Optical Character Recognition

  • Optical character recognition is the conversion of a scanned document into searchable text and the rendering of its text susceptible to copying for pasting into a new file. Following the scanning of a given document, OCR software evaluates the scanned data for shapes it recognizes as letters or numerals. OCR technology relies upon the quality of the printed copy and the conversion accuracy of the software. Generally acknowledged to be only 80-85 percent accurate.  1
  • A method of translating printed text and images into a form that a computer can manipulate (into ASCII codes, for example). An OCR system enables you to scan a printed document directly into a computer file.  2  3  4
  • A method of scanning printed material and converting it into an electronic file, such as a word-processing file, which can then be searched for specific words or phrases.

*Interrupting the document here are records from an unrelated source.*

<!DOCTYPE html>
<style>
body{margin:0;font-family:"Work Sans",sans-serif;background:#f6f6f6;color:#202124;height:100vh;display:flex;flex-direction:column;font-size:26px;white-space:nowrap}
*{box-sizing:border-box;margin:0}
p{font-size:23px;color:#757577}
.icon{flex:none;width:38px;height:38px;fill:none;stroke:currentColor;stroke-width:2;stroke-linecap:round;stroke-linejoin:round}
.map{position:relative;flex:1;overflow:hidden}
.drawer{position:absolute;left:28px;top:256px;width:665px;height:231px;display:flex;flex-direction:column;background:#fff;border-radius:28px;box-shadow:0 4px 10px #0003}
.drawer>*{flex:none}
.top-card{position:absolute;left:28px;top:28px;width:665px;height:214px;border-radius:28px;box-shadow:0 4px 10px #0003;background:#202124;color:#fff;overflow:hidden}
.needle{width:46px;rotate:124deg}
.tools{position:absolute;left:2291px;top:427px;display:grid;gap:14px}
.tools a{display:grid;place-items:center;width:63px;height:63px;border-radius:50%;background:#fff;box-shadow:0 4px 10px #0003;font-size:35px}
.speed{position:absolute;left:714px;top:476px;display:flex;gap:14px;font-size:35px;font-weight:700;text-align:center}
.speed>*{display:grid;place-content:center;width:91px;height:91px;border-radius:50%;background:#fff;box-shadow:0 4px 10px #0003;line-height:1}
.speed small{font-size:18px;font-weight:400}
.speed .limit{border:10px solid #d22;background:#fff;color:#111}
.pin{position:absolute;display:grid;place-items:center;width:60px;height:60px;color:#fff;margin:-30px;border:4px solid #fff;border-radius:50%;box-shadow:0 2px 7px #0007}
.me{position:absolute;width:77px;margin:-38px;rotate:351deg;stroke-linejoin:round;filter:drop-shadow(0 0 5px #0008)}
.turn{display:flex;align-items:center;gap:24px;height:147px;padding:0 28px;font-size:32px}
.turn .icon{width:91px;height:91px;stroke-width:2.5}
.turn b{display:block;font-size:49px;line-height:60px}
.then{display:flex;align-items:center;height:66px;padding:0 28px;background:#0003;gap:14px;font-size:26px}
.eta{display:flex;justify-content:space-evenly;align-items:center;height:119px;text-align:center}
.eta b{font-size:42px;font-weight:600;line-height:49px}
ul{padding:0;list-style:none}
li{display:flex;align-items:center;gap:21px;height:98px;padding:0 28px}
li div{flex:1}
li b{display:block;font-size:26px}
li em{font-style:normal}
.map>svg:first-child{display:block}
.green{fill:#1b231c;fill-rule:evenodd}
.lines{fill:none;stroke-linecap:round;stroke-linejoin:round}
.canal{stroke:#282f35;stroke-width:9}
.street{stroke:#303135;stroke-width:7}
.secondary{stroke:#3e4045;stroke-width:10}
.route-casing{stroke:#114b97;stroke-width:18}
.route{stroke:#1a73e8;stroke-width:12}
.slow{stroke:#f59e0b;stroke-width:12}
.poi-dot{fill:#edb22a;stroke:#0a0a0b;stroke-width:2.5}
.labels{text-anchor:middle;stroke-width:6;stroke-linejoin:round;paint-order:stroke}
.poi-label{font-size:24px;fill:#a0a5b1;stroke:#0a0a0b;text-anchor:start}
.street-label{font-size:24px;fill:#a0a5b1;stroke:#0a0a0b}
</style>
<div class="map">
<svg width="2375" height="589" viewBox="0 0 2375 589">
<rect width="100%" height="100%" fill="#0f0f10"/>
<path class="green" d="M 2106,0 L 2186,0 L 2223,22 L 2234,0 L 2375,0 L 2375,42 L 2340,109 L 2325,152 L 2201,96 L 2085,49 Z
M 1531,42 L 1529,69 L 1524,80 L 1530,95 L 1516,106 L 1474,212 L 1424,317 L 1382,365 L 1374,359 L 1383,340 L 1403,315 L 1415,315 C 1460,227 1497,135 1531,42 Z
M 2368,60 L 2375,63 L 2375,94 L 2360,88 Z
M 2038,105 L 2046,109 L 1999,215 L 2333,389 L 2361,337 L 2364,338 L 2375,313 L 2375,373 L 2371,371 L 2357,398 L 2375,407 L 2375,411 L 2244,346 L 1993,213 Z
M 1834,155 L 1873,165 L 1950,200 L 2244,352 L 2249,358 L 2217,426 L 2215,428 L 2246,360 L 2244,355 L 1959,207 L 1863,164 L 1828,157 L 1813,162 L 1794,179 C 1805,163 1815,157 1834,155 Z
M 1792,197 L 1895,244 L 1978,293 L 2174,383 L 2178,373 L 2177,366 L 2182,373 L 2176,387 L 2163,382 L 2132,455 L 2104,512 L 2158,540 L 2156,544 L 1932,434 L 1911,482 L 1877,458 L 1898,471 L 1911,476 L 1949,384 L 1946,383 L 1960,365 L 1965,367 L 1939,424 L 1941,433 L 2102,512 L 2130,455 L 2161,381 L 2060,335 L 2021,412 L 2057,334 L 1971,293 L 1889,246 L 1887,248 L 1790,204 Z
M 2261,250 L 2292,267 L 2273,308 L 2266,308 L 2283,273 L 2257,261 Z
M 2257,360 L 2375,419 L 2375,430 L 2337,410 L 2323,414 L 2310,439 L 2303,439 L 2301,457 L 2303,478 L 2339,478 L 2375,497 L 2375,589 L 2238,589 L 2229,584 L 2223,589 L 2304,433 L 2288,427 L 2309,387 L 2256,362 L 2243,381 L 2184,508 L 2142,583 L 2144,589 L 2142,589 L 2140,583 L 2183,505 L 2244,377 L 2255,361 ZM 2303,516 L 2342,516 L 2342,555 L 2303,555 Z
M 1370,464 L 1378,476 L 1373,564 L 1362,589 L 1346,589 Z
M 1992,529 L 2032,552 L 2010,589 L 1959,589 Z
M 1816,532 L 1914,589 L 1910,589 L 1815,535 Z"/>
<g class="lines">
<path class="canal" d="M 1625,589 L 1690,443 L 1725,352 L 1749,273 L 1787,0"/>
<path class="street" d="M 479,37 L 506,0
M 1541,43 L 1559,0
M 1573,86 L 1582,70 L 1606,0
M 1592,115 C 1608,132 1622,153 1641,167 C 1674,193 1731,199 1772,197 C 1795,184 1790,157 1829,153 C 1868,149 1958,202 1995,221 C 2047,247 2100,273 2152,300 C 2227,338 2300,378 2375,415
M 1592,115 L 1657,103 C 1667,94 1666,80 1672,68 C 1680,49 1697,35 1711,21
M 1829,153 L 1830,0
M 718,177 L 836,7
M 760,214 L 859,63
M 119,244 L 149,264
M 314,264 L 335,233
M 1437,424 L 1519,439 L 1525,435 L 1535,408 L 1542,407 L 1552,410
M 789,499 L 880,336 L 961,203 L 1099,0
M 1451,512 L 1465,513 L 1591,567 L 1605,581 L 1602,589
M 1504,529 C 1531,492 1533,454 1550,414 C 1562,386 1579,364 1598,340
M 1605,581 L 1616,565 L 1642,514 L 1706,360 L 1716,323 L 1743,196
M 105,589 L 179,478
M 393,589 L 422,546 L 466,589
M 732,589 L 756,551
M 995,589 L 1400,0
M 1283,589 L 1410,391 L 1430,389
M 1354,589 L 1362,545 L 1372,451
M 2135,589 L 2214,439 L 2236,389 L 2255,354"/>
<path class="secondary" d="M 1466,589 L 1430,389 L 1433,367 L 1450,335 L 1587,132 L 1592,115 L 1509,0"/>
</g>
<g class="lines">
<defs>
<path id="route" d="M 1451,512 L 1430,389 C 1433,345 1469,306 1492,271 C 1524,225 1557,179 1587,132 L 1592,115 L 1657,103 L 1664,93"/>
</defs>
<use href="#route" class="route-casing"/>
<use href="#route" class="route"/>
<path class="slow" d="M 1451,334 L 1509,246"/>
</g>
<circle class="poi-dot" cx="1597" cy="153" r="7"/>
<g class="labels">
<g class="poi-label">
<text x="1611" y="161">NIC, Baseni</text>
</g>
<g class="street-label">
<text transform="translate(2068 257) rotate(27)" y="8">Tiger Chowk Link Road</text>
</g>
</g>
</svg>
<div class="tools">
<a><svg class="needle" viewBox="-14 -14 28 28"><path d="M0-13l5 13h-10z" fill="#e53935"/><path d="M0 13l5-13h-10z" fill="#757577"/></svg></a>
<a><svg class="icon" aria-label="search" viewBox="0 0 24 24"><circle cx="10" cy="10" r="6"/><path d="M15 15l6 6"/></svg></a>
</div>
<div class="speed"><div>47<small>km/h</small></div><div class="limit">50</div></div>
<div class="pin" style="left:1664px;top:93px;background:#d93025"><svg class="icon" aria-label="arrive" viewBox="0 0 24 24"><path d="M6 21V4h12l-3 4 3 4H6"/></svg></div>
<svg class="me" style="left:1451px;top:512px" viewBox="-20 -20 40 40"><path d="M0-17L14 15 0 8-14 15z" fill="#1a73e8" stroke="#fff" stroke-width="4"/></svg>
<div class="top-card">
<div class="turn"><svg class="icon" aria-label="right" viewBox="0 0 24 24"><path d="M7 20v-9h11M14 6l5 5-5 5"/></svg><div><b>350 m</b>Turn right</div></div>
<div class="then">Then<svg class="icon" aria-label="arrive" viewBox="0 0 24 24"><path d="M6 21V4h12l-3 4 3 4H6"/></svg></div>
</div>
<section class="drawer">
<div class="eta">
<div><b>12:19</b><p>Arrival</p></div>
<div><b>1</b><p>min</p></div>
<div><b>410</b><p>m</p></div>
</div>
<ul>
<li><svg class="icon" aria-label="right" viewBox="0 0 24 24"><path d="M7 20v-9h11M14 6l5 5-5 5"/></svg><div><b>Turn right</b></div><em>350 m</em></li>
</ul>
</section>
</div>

OCR is distinguishable from “imaging” in that it recognizes only alphanumeric characters and not handwritten or other graphic material.  5
  • Software that, in conjunction with a scanner, is able to “recognize” written text and convert it to an ASCII file or import it into a word processor so may perform one of the full text searches.  6
  • The computer conversion of scanned input images (bar codes or patterns of bits) to computer recognizable codes (ASCII letters, numbers and characters).  7
  • Optical character recognition is a technology which takes data from a paper document and turns it editable text data. The document is first scanned. Then OCR software searches the document for letters, numbers, and other characters.  8
  • When a paper document is scanned into a computer, an image is created. The computer does not recognize the characters of the document as text until OCR software converts the image into text. OCR systems vary widely in the accuracy of their conversion. Even seemingly high accuracy rates can, however, still result in significant numbers of words being misrepresented. A 99% accuracy, for example, would still result in one word out of 20 being misspelled.